Posted by Kevin | September 27, 2009 7:48 PM
Posted on September 27, 2009 19:48
Dear Friend..I know how difficult a time this is for you and your family. I hold you in my thoughts. This picture will be one that you treasure. It is beautiful and it speaks so well of a life lived and of the love in this life. I wish you, your family, and all who love your grandmother, peace.
Posted by Pua | September 22, 2009 2:04 PM
Posted on September 22, 2009 14:04
My heart is aching. There is much shared history in those hands, unspoken and knowing, between them, that goes back decades. And yet there’s a goodbye there too, a tender and knowing goodbye.

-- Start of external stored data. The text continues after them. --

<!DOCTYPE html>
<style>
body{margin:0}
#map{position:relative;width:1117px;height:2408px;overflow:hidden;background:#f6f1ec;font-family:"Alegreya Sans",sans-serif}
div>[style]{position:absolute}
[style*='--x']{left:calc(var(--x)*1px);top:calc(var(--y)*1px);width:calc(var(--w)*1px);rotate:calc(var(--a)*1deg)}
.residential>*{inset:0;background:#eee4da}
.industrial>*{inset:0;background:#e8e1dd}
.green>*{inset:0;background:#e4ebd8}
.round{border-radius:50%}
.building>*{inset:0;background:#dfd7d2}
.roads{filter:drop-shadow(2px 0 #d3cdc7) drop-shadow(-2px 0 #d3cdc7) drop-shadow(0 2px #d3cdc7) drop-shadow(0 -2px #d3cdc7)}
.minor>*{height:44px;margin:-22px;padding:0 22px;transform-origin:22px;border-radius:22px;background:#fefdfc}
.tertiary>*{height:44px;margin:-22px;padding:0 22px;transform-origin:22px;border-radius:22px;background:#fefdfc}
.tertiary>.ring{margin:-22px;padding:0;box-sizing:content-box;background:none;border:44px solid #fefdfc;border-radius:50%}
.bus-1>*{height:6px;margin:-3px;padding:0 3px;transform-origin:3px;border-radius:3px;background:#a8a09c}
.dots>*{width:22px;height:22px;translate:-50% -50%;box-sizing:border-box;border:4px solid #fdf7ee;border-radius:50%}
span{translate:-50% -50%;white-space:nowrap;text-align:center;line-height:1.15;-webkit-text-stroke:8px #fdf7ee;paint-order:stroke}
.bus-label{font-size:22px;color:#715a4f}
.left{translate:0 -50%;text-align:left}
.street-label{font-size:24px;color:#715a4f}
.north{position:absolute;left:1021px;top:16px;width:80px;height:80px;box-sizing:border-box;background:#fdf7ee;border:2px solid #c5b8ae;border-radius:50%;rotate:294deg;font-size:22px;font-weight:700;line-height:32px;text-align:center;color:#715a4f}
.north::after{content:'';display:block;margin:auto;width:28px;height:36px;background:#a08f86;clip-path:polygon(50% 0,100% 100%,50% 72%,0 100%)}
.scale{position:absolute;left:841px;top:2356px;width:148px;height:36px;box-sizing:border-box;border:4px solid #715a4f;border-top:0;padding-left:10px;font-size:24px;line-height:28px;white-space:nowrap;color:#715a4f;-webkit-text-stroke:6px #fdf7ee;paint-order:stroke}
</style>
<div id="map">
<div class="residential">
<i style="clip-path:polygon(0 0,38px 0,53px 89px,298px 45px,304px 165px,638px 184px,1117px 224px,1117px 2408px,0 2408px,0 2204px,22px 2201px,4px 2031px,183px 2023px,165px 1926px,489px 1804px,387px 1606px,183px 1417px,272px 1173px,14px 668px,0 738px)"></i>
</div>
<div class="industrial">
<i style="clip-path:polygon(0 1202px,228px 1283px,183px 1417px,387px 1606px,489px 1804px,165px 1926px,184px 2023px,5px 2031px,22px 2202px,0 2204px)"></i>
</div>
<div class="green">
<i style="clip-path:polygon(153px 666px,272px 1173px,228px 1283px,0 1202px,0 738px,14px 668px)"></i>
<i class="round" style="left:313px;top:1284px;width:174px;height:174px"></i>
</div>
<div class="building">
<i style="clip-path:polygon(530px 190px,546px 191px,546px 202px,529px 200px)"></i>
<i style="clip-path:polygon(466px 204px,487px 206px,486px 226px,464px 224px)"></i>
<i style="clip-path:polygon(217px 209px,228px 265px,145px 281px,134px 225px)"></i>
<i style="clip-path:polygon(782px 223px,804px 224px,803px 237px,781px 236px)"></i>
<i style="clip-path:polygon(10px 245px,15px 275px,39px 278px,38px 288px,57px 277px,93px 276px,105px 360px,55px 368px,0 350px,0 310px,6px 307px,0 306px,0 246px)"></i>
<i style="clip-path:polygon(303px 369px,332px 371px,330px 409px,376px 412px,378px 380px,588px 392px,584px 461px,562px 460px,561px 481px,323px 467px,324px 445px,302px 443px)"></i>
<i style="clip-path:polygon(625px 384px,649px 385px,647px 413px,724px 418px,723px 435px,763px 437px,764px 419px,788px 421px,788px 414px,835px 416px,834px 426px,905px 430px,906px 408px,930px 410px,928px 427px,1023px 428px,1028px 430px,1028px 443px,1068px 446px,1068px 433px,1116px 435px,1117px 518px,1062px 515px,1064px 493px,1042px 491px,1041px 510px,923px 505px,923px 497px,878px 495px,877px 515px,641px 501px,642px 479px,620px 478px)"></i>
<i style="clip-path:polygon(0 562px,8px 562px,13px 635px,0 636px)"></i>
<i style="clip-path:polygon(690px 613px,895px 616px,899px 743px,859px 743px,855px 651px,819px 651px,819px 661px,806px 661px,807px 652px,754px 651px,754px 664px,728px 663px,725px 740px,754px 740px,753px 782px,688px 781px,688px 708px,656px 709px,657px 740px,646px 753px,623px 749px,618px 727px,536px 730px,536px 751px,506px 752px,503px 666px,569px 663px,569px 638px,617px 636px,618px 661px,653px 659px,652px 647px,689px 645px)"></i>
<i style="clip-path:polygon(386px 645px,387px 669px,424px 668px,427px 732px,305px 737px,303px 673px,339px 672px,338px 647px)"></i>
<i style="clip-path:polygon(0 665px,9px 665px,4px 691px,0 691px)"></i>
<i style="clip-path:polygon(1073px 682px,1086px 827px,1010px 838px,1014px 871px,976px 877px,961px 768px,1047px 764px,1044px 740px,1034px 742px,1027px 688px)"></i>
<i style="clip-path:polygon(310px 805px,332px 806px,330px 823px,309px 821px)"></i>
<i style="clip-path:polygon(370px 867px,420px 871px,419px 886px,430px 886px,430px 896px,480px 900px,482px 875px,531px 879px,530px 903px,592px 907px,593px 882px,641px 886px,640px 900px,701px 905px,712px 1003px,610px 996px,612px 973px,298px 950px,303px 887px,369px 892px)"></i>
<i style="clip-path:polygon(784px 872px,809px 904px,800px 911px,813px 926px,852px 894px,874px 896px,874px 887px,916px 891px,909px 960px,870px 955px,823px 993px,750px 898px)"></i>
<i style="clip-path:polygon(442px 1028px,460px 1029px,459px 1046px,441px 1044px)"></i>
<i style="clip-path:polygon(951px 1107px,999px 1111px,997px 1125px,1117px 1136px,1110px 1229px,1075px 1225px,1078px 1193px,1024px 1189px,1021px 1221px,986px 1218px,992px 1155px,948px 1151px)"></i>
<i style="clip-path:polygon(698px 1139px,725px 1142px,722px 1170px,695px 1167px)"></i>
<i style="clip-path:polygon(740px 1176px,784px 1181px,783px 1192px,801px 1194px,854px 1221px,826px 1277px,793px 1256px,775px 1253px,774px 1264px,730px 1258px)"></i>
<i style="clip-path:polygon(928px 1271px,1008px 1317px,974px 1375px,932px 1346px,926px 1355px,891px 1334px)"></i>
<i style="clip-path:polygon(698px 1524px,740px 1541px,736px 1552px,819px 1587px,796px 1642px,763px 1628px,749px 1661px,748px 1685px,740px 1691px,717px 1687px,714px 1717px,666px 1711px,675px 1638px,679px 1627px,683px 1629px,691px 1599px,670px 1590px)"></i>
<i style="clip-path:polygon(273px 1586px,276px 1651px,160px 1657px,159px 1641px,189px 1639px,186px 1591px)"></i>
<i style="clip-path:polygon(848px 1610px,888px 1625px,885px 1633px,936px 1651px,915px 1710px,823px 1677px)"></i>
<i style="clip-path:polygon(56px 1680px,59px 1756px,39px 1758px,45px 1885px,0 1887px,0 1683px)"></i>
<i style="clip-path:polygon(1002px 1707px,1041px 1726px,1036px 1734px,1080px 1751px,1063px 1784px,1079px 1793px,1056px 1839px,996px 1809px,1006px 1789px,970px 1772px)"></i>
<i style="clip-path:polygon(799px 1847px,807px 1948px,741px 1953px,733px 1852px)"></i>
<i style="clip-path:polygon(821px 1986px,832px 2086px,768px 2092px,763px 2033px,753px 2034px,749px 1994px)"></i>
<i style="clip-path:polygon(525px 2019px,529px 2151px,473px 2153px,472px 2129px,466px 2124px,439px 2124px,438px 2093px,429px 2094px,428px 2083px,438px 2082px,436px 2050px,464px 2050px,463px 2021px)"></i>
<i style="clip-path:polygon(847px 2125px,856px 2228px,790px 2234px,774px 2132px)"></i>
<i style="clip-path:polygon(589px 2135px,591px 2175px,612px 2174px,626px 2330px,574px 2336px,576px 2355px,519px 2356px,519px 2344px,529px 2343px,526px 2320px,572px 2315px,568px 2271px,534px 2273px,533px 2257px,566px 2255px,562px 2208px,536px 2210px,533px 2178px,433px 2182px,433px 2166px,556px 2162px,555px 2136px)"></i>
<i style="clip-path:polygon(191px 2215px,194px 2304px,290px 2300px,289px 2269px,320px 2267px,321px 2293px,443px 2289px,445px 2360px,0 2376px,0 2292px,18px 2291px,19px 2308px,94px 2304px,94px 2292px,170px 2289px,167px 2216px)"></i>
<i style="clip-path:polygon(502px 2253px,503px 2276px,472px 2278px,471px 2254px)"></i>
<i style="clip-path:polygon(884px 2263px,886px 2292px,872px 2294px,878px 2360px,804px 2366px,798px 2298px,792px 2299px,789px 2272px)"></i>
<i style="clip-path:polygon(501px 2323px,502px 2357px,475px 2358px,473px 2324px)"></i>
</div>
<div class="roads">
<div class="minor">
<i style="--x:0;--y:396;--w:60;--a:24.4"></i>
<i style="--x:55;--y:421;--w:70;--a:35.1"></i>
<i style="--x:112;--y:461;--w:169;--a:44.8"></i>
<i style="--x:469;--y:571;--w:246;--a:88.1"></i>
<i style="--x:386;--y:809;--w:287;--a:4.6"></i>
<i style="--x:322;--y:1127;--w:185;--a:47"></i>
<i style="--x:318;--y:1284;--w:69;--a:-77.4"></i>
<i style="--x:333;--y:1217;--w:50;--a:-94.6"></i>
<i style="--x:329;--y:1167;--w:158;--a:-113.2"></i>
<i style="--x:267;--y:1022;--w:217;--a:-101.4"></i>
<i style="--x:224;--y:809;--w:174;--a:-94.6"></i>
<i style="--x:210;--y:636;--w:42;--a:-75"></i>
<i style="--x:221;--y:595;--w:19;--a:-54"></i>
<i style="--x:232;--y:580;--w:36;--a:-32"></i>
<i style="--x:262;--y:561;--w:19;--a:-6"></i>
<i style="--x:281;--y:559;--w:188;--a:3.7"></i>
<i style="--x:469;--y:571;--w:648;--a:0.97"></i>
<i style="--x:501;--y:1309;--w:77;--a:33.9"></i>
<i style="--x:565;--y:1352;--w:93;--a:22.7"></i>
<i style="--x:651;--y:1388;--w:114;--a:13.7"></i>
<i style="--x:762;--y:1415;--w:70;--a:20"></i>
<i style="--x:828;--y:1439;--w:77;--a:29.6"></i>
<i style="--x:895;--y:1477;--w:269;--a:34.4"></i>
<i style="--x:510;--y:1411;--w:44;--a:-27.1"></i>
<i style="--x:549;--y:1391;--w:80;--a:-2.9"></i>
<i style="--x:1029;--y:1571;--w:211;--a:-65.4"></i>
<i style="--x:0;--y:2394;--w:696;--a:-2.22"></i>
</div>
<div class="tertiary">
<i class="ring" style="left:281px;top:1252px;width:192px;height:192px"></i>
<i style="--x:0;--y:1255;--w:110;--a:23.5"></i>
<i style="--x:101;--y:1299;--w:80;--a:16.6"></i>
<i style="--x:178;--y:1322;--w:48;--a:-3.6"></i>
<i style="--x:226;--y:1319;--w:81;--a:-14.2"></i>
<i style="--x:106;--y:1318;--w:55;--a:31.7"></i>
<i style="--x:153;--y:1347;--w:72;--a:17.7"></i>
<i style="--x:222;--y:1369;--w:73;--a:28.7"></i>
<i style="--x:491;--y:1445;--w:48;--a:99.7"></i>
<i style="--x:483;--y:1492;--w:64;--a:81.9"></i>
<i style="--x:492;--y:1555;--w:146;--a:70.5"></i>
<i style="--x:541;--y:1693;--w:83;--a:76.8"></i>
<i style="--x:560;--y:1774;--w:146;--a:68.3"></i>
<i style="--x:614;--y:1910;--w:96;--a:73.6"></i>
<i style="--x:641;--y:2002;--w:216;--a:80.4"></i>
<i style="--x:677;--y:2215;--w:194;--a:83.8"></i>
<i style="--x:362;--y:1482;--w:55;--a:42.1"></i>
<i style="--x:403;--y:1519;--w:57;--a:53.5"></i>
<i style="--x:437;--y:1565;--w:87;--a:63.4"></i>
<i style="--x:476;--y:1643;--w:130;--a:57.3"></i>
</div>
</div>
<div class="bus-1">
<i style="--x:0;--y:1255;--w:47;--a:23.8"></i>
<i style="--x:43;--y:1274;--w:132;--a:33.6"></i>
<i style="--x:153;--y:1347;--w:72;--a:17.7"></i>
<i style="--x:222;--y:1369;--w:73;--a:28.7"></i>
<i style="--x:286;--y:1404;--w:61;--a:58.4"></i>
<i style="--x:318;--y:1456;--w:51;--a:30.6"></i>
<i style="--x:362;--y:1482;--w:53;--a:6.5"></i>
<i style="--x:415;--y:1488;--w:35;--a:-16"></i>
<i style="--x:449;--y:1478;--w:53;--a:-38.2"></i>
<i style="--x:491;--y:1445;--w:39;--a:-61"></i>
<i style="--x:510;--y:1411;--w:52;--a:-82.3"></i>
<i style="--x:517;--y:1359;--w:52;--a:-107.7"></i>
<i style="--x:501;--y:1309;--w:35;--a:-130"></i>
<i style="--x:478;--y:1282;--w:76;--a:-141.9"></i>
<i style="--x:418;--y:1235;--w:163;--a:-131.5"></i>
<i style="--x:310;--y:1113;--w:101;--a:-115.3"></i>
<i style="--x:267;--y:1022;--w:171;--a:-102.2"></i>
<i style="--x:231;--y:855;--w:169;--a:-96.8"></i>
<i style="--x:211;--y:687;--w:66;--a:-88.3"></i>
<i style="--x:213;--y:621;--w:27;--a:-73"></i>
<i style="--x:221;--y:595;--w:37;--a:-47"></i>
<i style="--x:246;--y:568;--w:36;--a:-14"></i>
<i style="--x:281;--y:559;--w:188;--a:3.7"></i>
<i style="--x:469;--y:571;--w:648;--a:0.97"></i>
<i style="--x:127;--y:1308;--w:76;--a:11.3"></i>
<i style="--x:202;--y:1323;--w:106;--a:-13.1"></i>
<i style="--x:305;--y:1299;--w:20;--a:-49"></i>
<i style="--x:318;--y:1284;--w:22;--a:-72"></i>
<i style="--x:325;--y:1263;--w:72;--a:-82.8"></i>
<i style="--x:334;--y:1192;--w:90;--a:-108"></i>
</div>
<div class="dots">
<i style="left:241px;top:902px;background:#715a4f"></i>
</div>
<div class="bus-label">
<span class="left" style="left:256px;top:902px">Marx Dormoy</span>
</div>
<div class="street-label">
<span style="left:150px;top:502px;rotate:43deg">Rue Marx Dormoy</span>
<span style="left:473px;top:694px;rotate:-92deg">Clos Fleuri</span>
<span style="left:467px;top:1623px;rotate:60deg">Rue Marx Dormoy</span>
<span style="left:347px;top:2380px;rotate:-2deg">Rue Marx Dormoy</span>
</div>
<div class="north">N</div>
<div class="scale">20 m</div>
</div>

You’ve create a profound and lovely memento here, Robert, that will be treasured by you and yours for generations.
Posted by Jeaux | September 19, 2009 7:26 PM
Posted on September 19, 2009 19:26
that was the most tender and touching photo and essay I have read in a long while.
What a lovely man you are; and your gran is so fortunate to have you.
Posted by Urspo | September 19, 2009 3:05 PM
Posted on September 19, 2009 15:05
so beautiful - my own eyes are welling up as i write this.
my thoughts and my prayers are with her and with you and your family.
i suppose the cruelty of living is also what makes life so beautiful...i remember thinking that when my own nana was facing death and it came back to me strongly in this photo and the feelings you shared.
xoxo to robert
Posted by Catlow | September 19, 2009 7:28 AM
Posted on September 19, 2009 07:28
oh robert. This is a very beautiful picture. I don't think its a bad time to take photographs, you will be so glad to have this one forever.
My heart goes out to you all, I know what the waiting is like, and the "skeleton in disguise".
There is a time for all things. but its not easy.
xx
Posted by Lettuce | September 19, 2009 4:00 AM
Posted on September 19, 2009 04:00
I loved your picture on this post. It nearly brought me to tears. My thoughts and prayers go you to you, your grandmother and your family my friend.